Koruptor harus dimiskinkan, Gibran dukung RUU Perampasan
Wakil Presiden Gibran Rakabuming Raka kembali menegaskan bahwa pemberantasan korupsi tidak cukup hanya mengandalkan hukuman penjara.
Munurutnya, aset yang diperoleh dari hasil tindak pidana juga harus dapat diambil kembali oleh negara agar pelaku tidak lagi menikmati keuntungan dari kejahatan yang dilakukan.
“Jika kita sungguh-sungguh ingin memberantas korupsi, maka koruptor harus dimiskinkan. Para koruptor harus tahu bahwa kejahatan korupsi bukan hanya membuat mereka harus tidur di balik jeruji besi, tapi negara juga dapat mengambil kembali semua harta yang mereka curi,” kata Wapres Gibran.
Melalui postingan di media sosial pribadinya, Gibran kembali mengangkat pernyataan yang pernah ia sampaikan sebelumnya terkait pentingnya pengesahan Rancangan Undang-Undang (RUU) Perampasa Aset.

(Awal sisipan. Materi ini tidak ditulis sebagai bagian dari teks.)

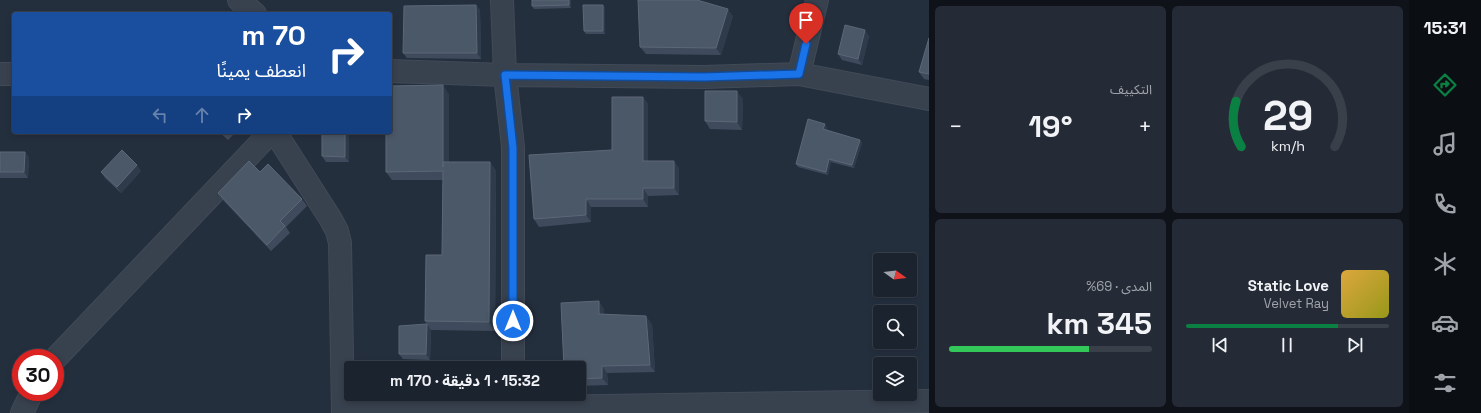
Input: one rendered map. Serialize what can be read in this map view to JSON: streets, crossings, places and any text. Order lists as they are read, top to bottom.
{
  "north": "right",
  "page": {
    "tabs": "15:31",
    "tile": [
      "التكييف",
      ["المدى · 69%", "345 km"]
    ],
    "turn": ["70 m", "انعطف يمينًا"],
    "heat": ["−", "19°", "+"],
    "song": ["Static Love", "Velvet Ray"],
    "limit": "30",
    "trip": "15:32 · 1 دقيقة · 170 m",
    "gauge": ["29", "km/h"]
  }
}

Ia menilai regulasi tersebut menjadi salah satu instrumen penting untuk memaksimalkan pemulihan kerugian negara yang selama ini belum berjalan optimal.

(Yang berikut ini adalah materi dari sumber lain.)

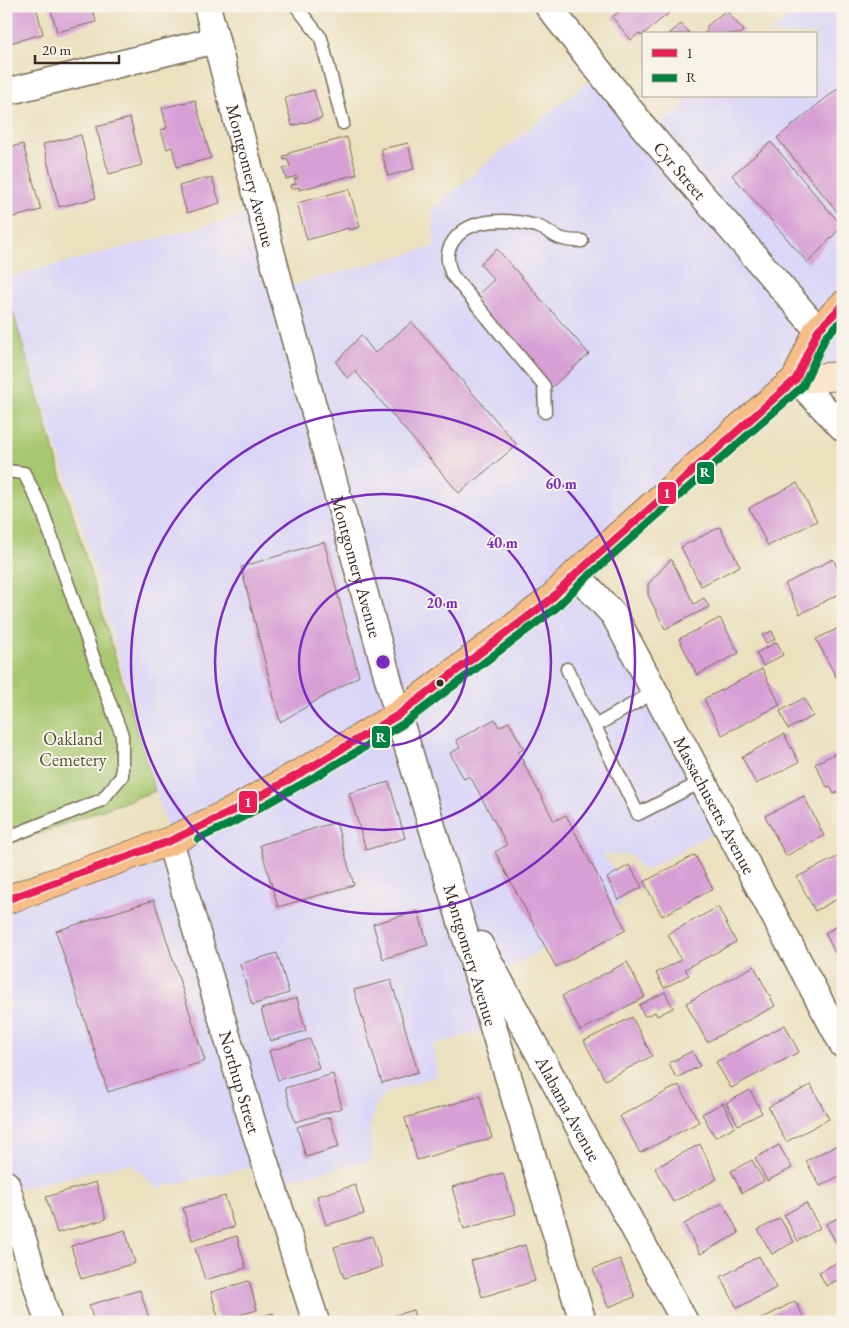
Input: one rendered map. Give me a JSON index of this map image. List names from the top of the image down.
{
  "streets": {
    "street": [
      "Cyr Street",
      "Montgomery Avenue",
      "Massachusetts Avenue",
      "Northup Street",
      "Alabama Avenue"
    ]
  },
  "crossings": [
    ["Montgomery Avenue", "Alabama Avenue"]
  ],
  "parks": ["Oakland Cemetery"],
  "lines": ["transit line 1", "transit line R"],
  "legend": ["1", "R"],
  "scale_bar": "20 m",
  "rings": ["60 m", "40 m", "20 m"]
}
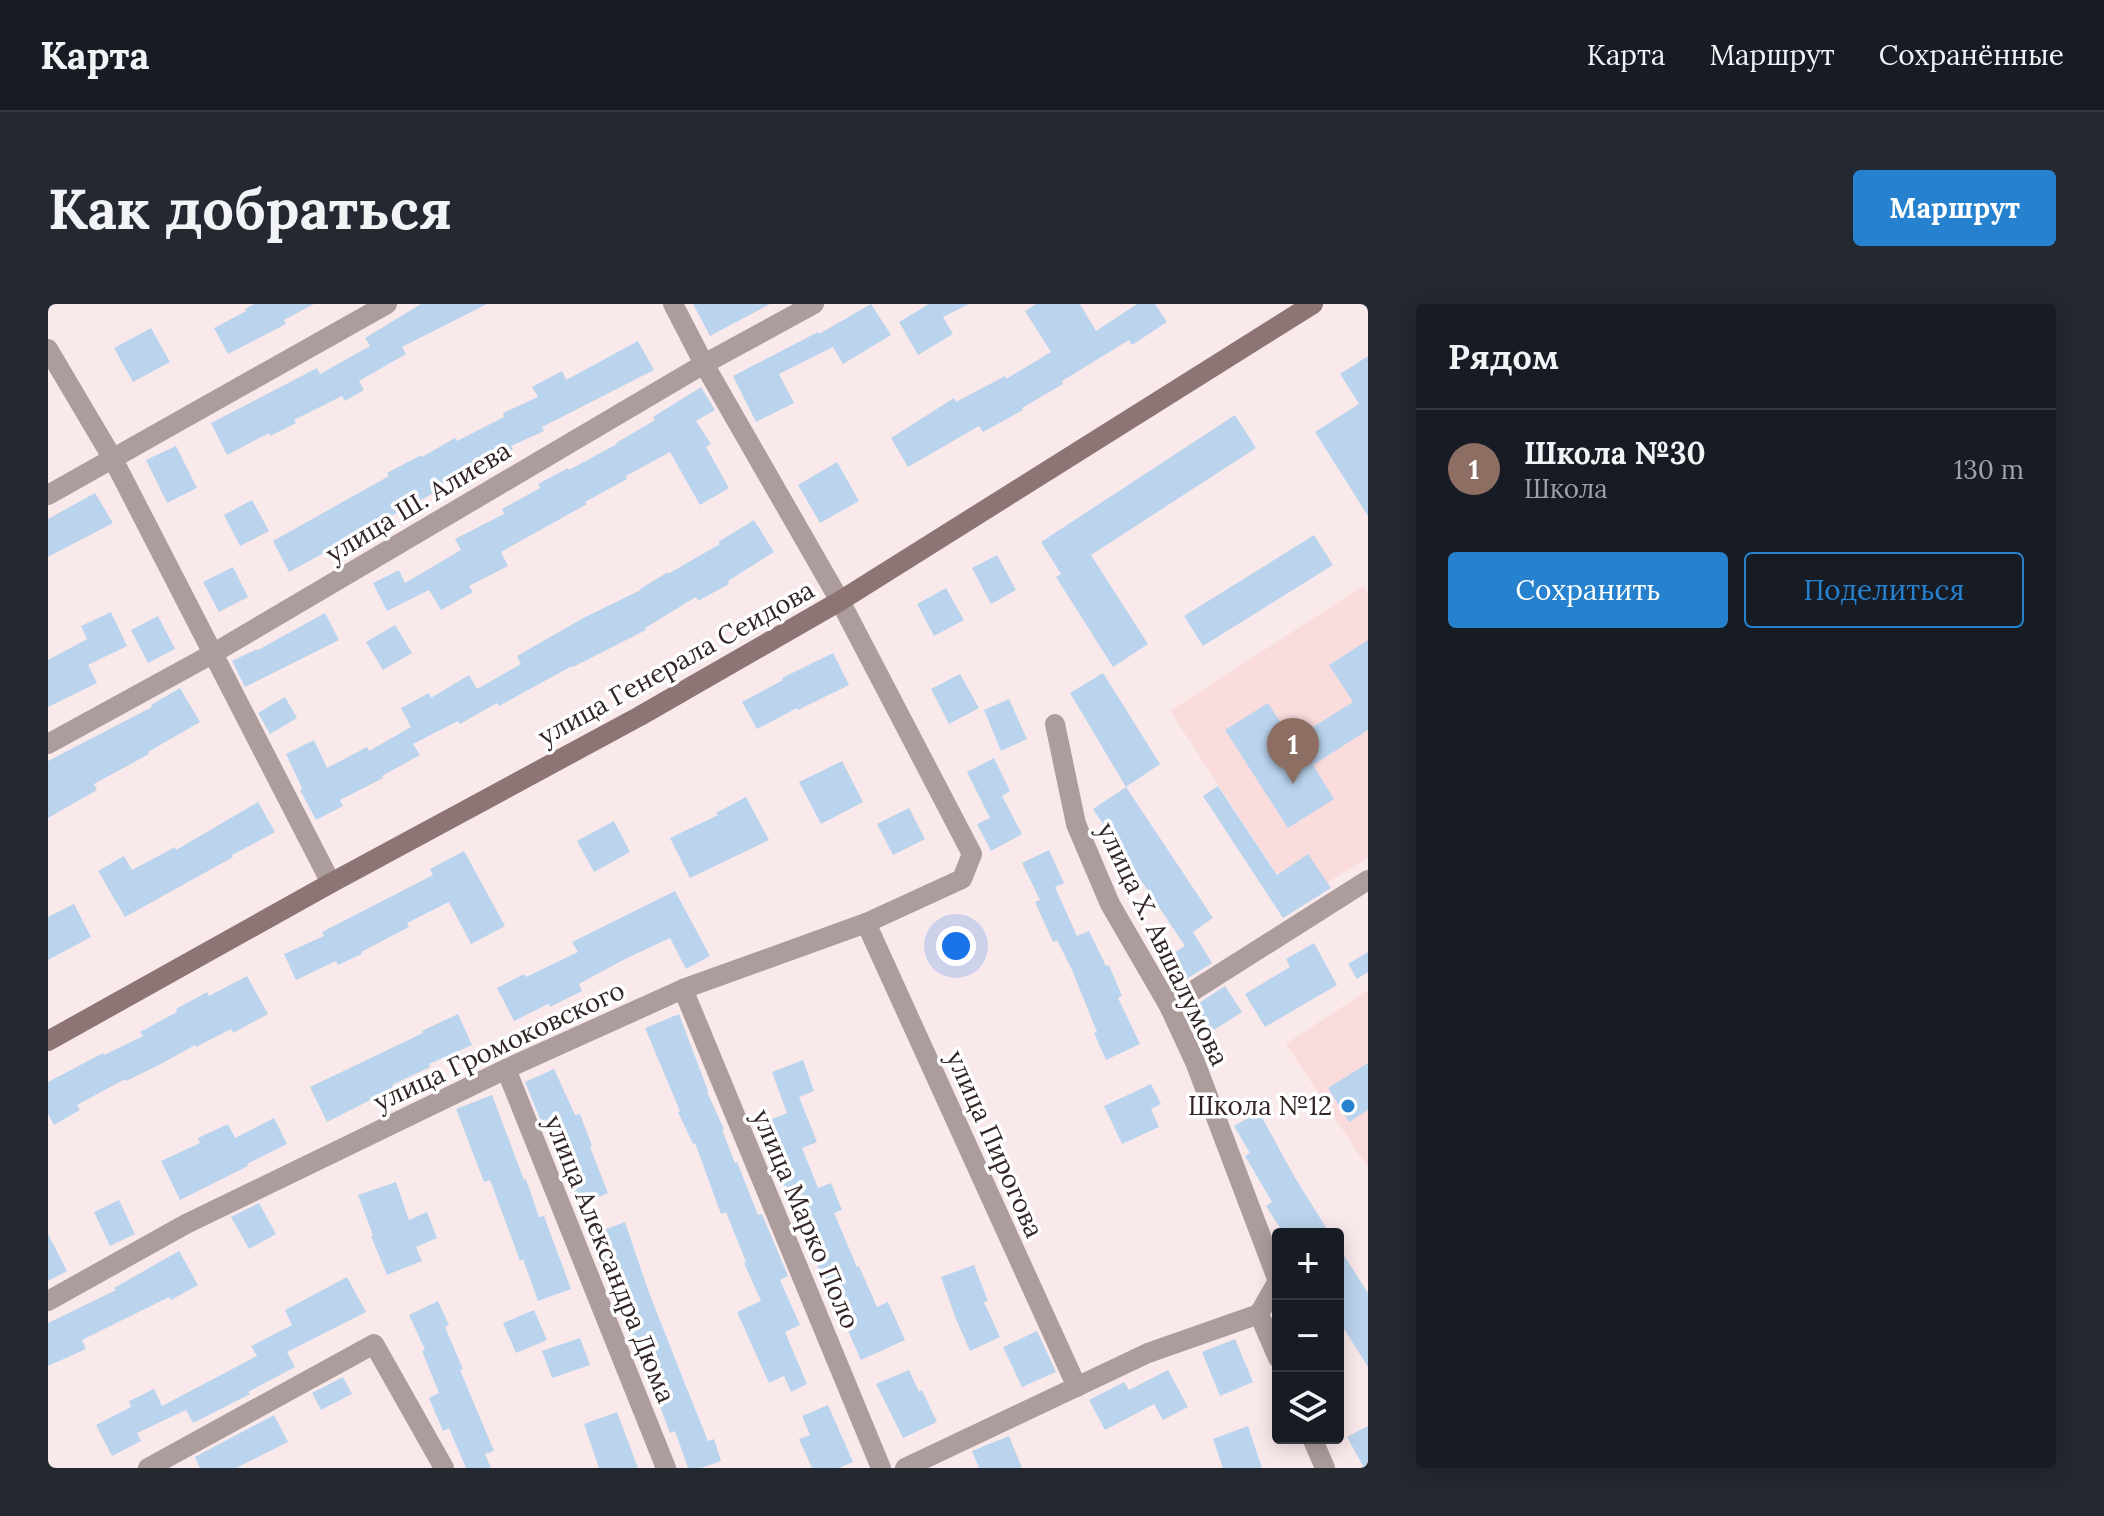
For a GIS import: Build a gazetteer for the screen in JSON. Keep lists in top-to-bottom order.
{
  "streets": {
    "street": [
      "улица Ш. Алиева",
      "улица Генерала Сеидова",
      "улица Х. Авшалумова",
      "улица Громоковского",
      "улица Пирогова",
      "улица Марко Поло",
      "улица Александра Дюма"
    ]
  },
  "crossings": [
    ["улица Генерала Сеидова", "улица Громоковского"],
    ["улица Громоковского", "улица Пирогова"],
    ["улица Громоковского", "улица Марко Поло"],
    ["улица Громоковского", "улица Александра Дюма"]
  ],
  "places": ["Школа №12"],
  "page": {
    "header": "Карта",
    "nav": ["Карта", "Маршрут", "Сохранённые"],
    "buttons": [
      "Маршрут",
      ["Сохранить", "Поделиться"]
    ],
    "title": "Как добраться",
    "heading": "Рядом",
    "list": [
      {
        "mark": "1",
        "name": "Школа №30",
        "note": "Школа",
        "value": "130 m"
      }
    ],
    "pins": "1",
    "map_buttons": ["+", "−"]
  }
}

Gibran juga membahas bersarnya potensi kerugian negara akibat tindak pidana korupsi yang tidak sebanding dengan nilai aset yang berhasil dipulihkan.
Menurutnya, masih banyak hasil kejahatan yang pada akhirnya tidak kembali ke kas negara dan justru tetap dinikmati oleh pelaku maupun pihak lain yang terkait.
Selanjutnya, Gibran menjelaskan bahwa mekanisme perampasan aset nantinya tidak hanya ditujukan untuk perkara korupsi.
Tetapi juga dapat diterapkan terhadap aset yang tersebut berasal dari tindak pidana lain.
Contohnya seperti narkotika, tindak pidana perdagangan orang, pertambangan ilegal, pembalakan liar, penangkapan ikan ilegal, hingga judi online.
Tak hanya itu, Gibran menerakan agar pembahasan RUU tersebut dilakukan secara transparan dan melibatkan berbagai kalangan.
Sehingga menghasilkan aturan yang tegas terhadap pelaku kejahatan.
Namun tetap memberikan perlindungan hukum bagi masyarakat yang tidak bersalah.